**Problem:**
Pull out every line in the data that has the string "names" in it.

-- Given information follows --

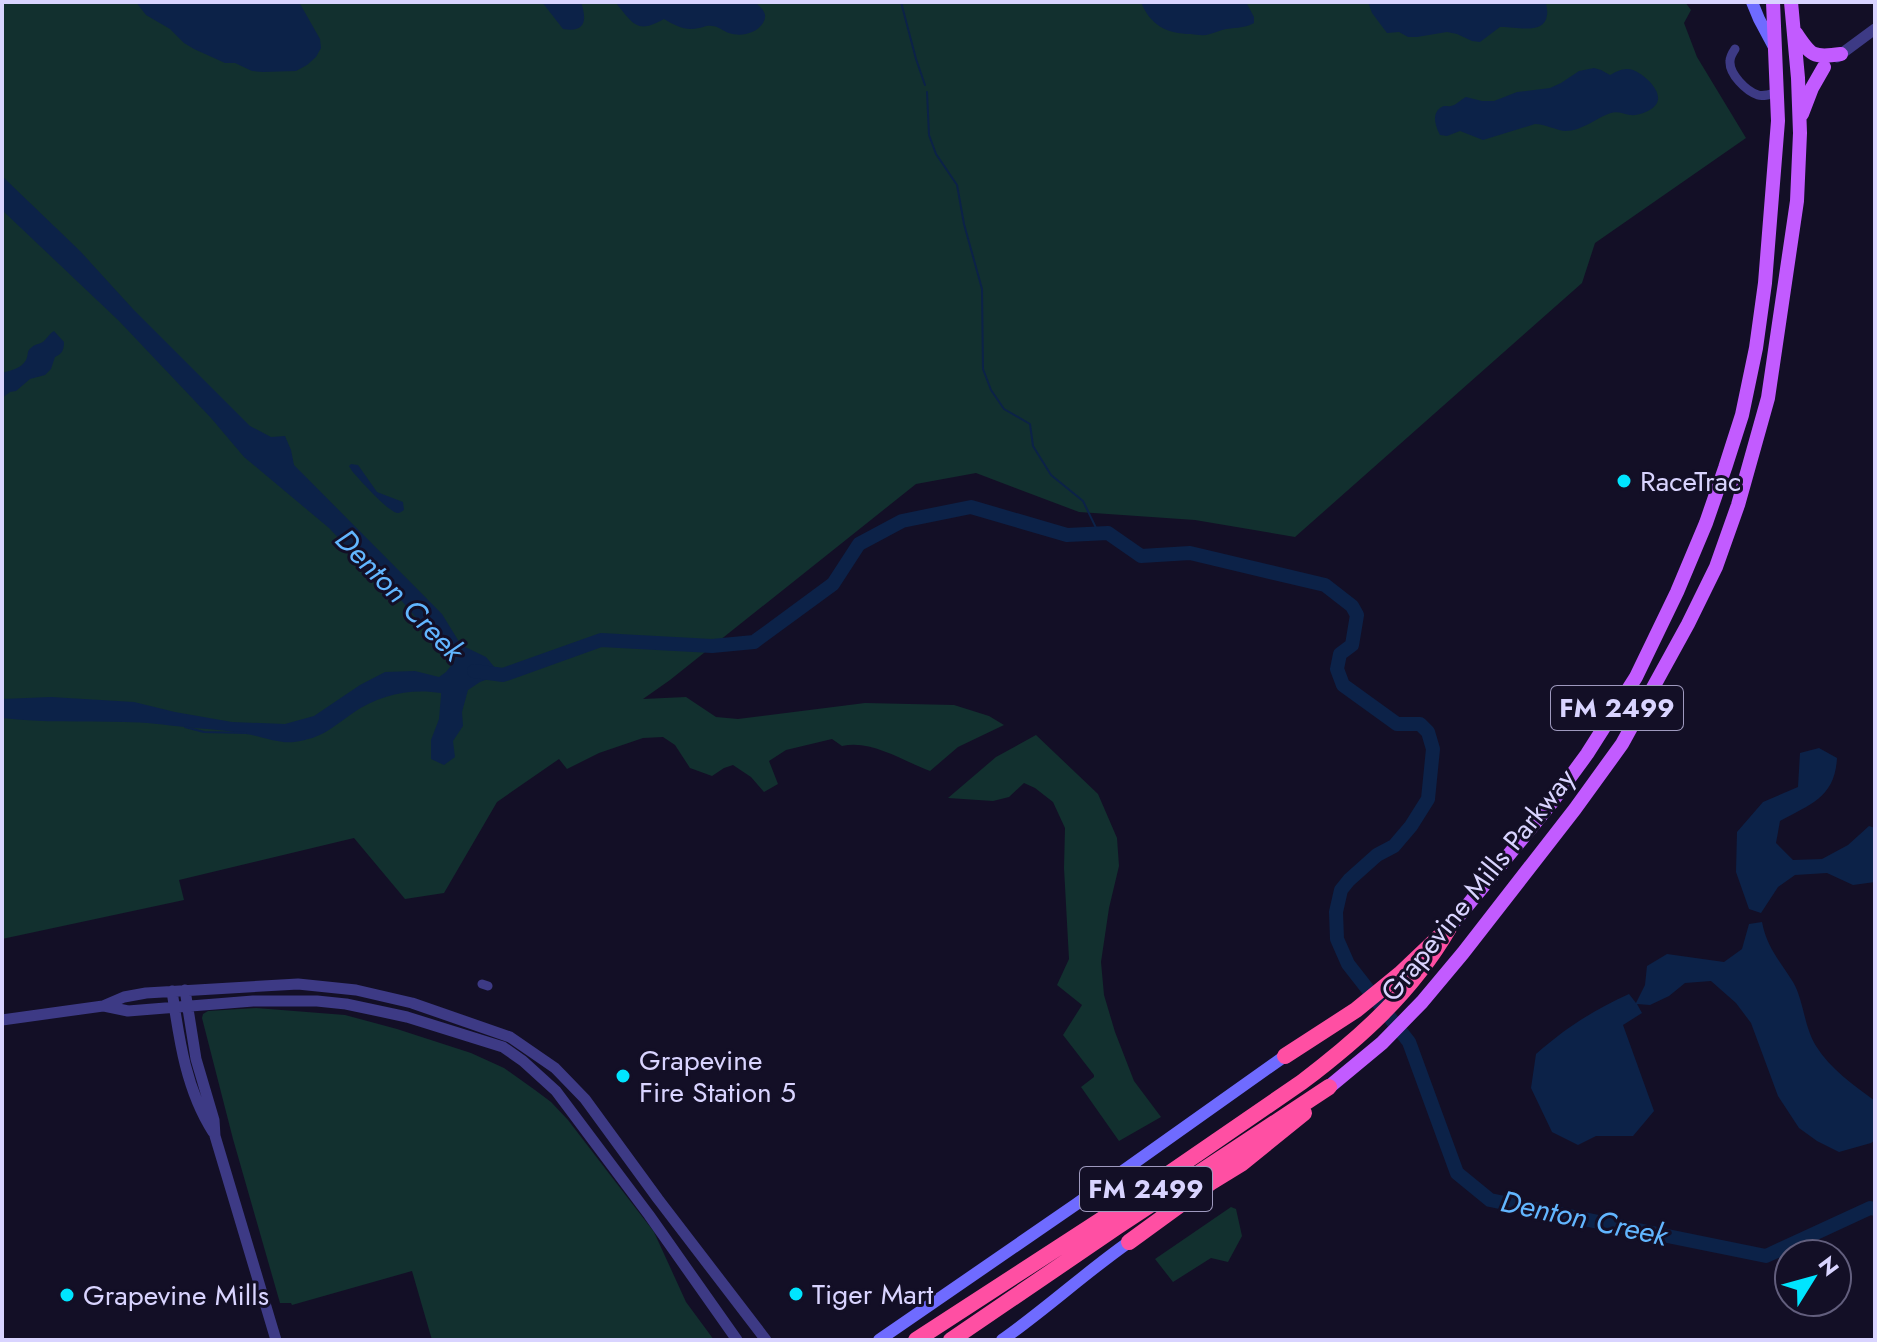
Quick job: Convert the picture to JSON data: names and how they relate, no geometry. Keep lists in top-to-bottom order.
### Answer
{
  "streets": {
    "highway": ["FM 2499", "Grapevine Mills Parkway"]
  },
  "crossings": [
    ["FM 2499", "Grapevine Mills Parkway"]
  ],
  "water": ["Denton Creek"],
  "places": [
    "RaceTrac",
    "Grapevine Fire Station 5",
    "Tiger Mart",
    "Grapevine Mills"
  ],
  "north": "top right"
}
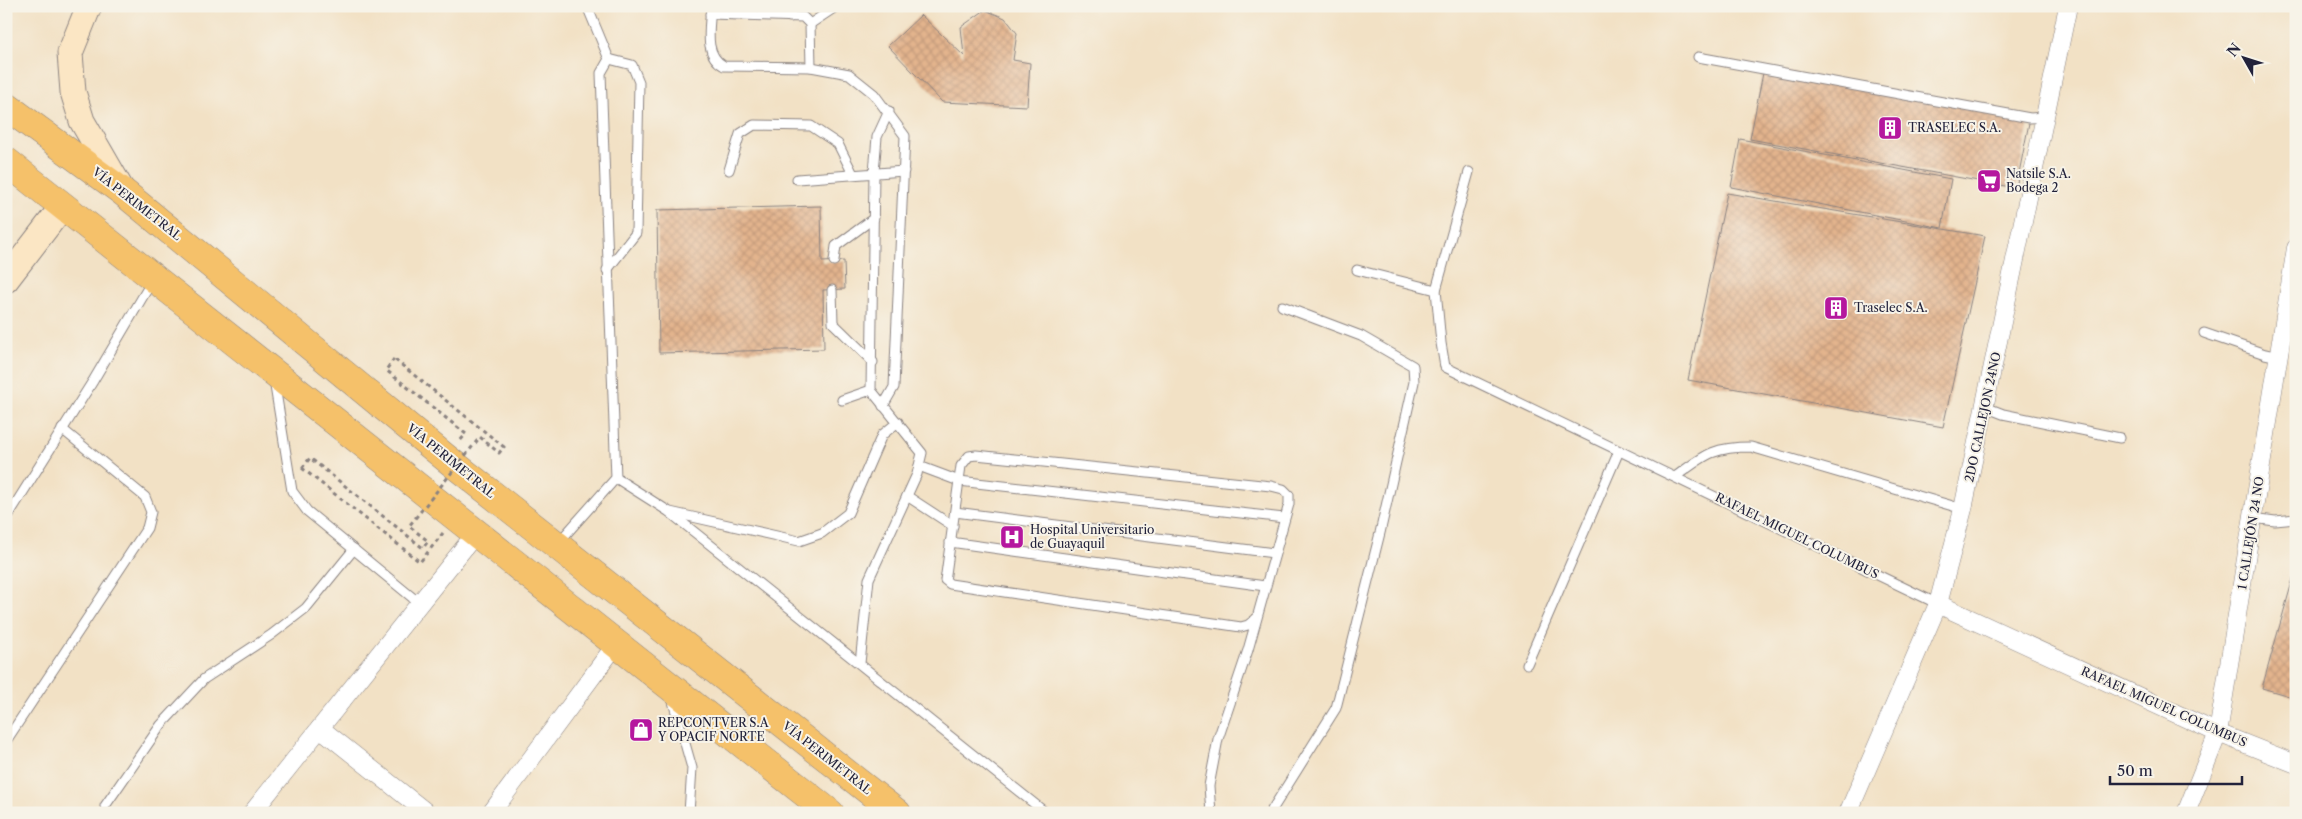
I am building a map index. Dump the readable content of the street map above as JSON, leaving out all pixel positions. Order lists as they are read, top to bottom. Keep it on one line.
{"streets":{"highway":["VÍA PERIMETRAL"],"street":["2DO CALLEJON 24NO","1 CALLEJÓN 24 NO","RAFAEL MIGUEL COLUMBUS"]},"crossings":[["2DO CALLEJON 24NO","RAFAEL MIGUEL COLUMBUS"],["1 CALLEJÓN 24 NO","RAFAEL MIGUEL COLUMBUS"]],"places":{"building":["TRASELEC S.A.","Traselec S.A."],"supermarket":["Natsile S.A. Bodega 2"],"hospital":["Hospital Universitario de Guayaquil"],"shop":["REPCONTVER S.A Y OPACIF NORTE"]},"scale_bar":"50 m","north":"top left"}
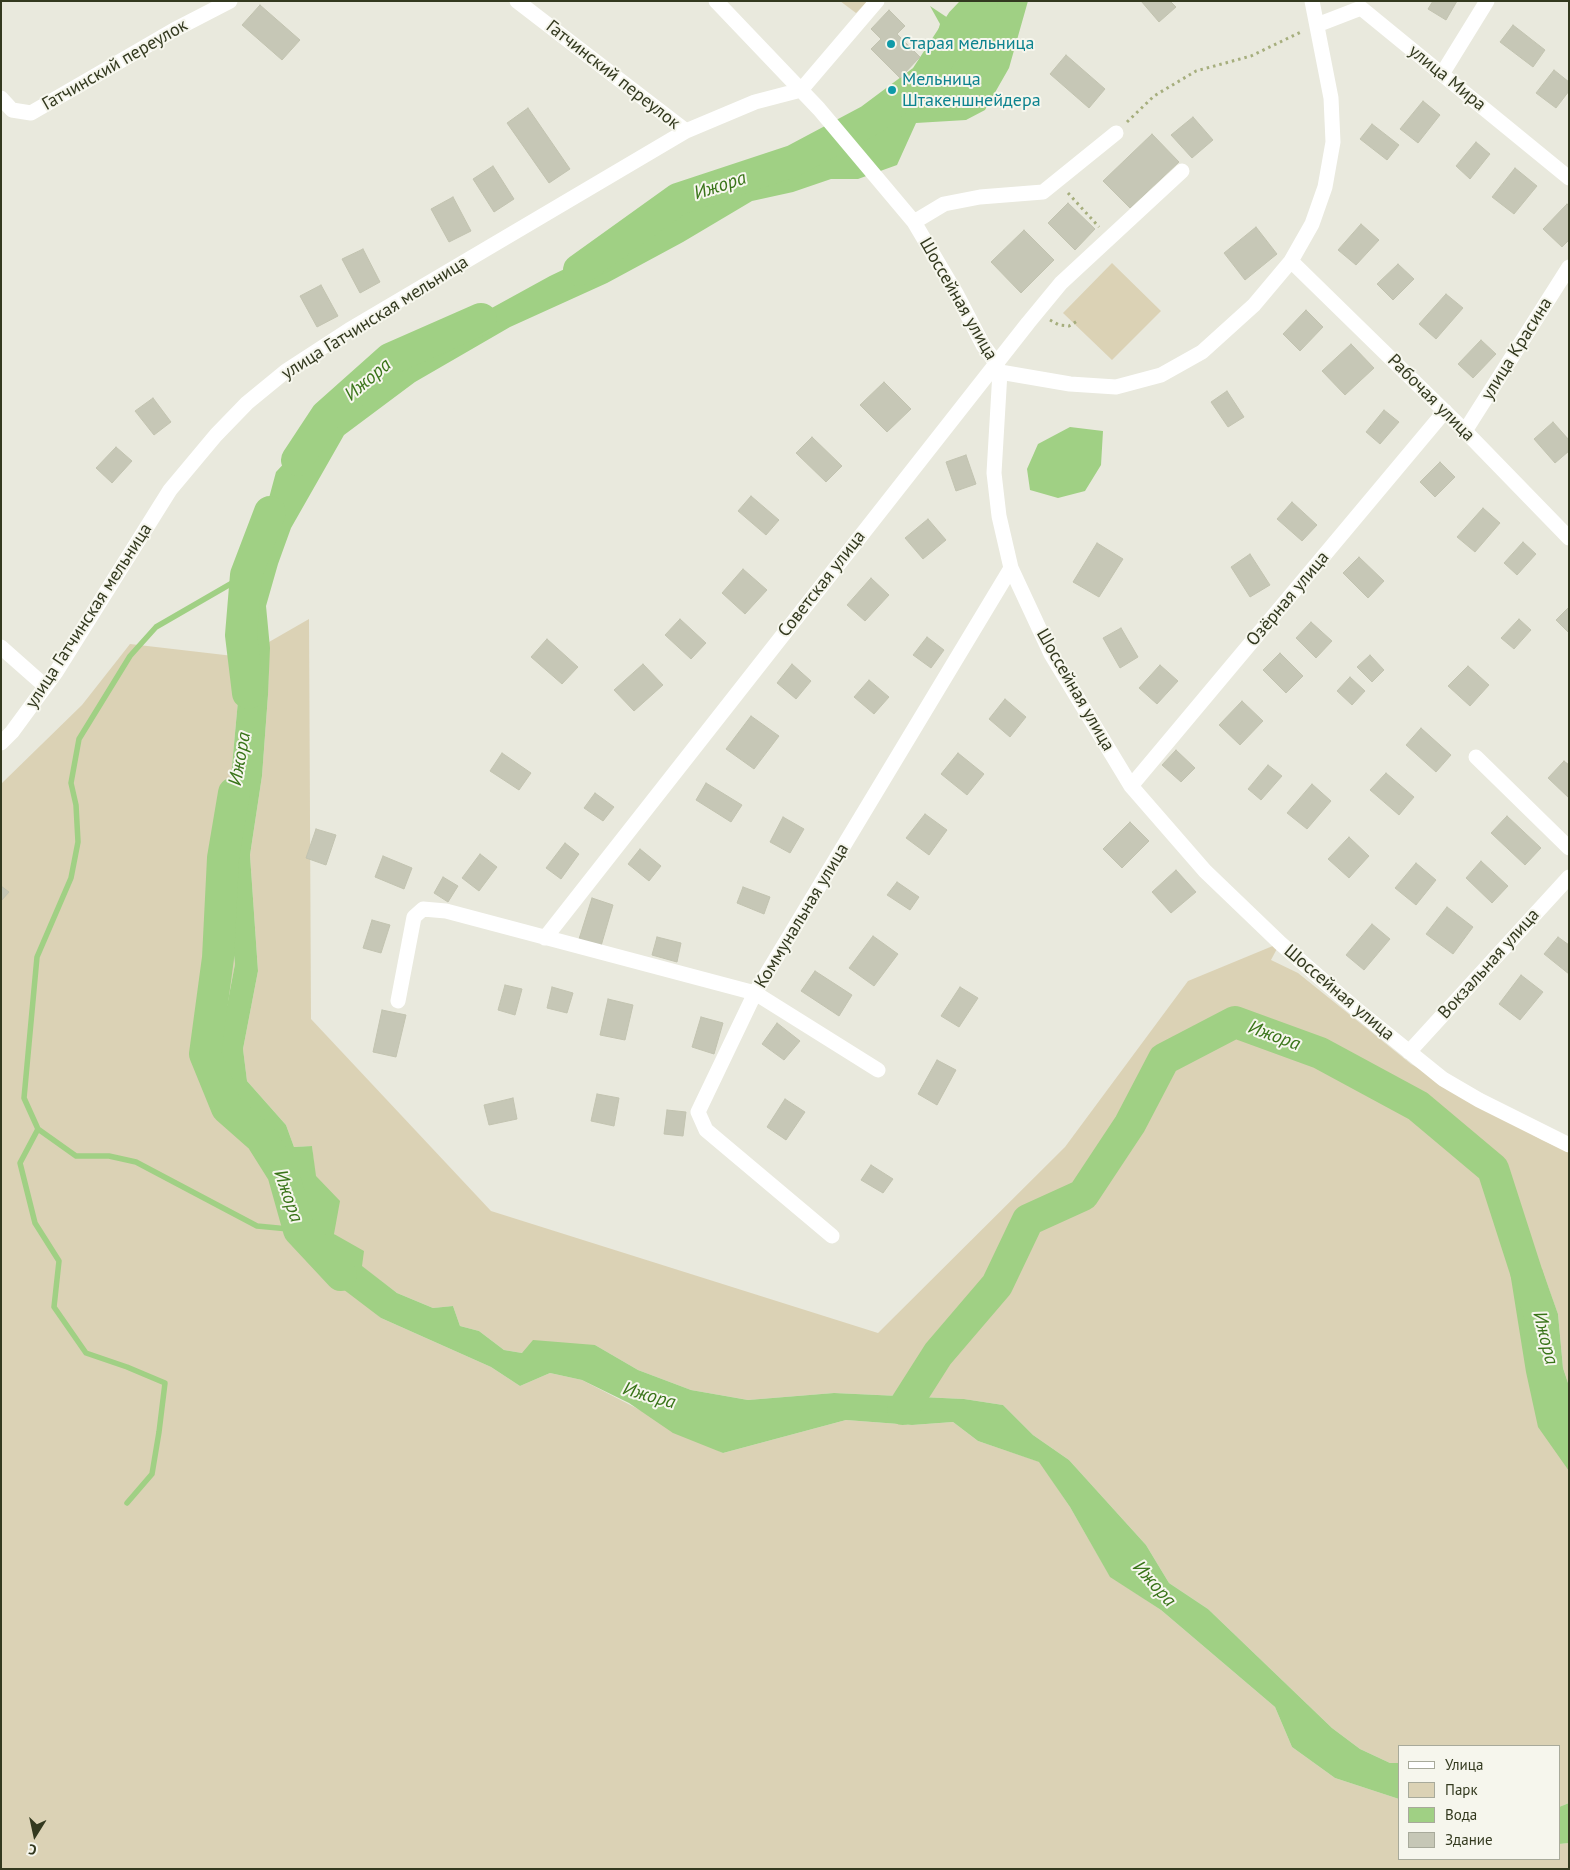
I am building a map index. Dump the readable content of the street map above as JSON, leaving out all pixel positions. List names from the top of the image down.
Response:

-- Given information concluded --

**Exercise response:**
Quick job: Convert the picture to JSON data: names and how they relate, no geometry. Keep lists in top-to-bottom order.
I am building a map index. Dump the readable content of the street map above as JSON, leaving out all pixel positions. List names from the top of the image down.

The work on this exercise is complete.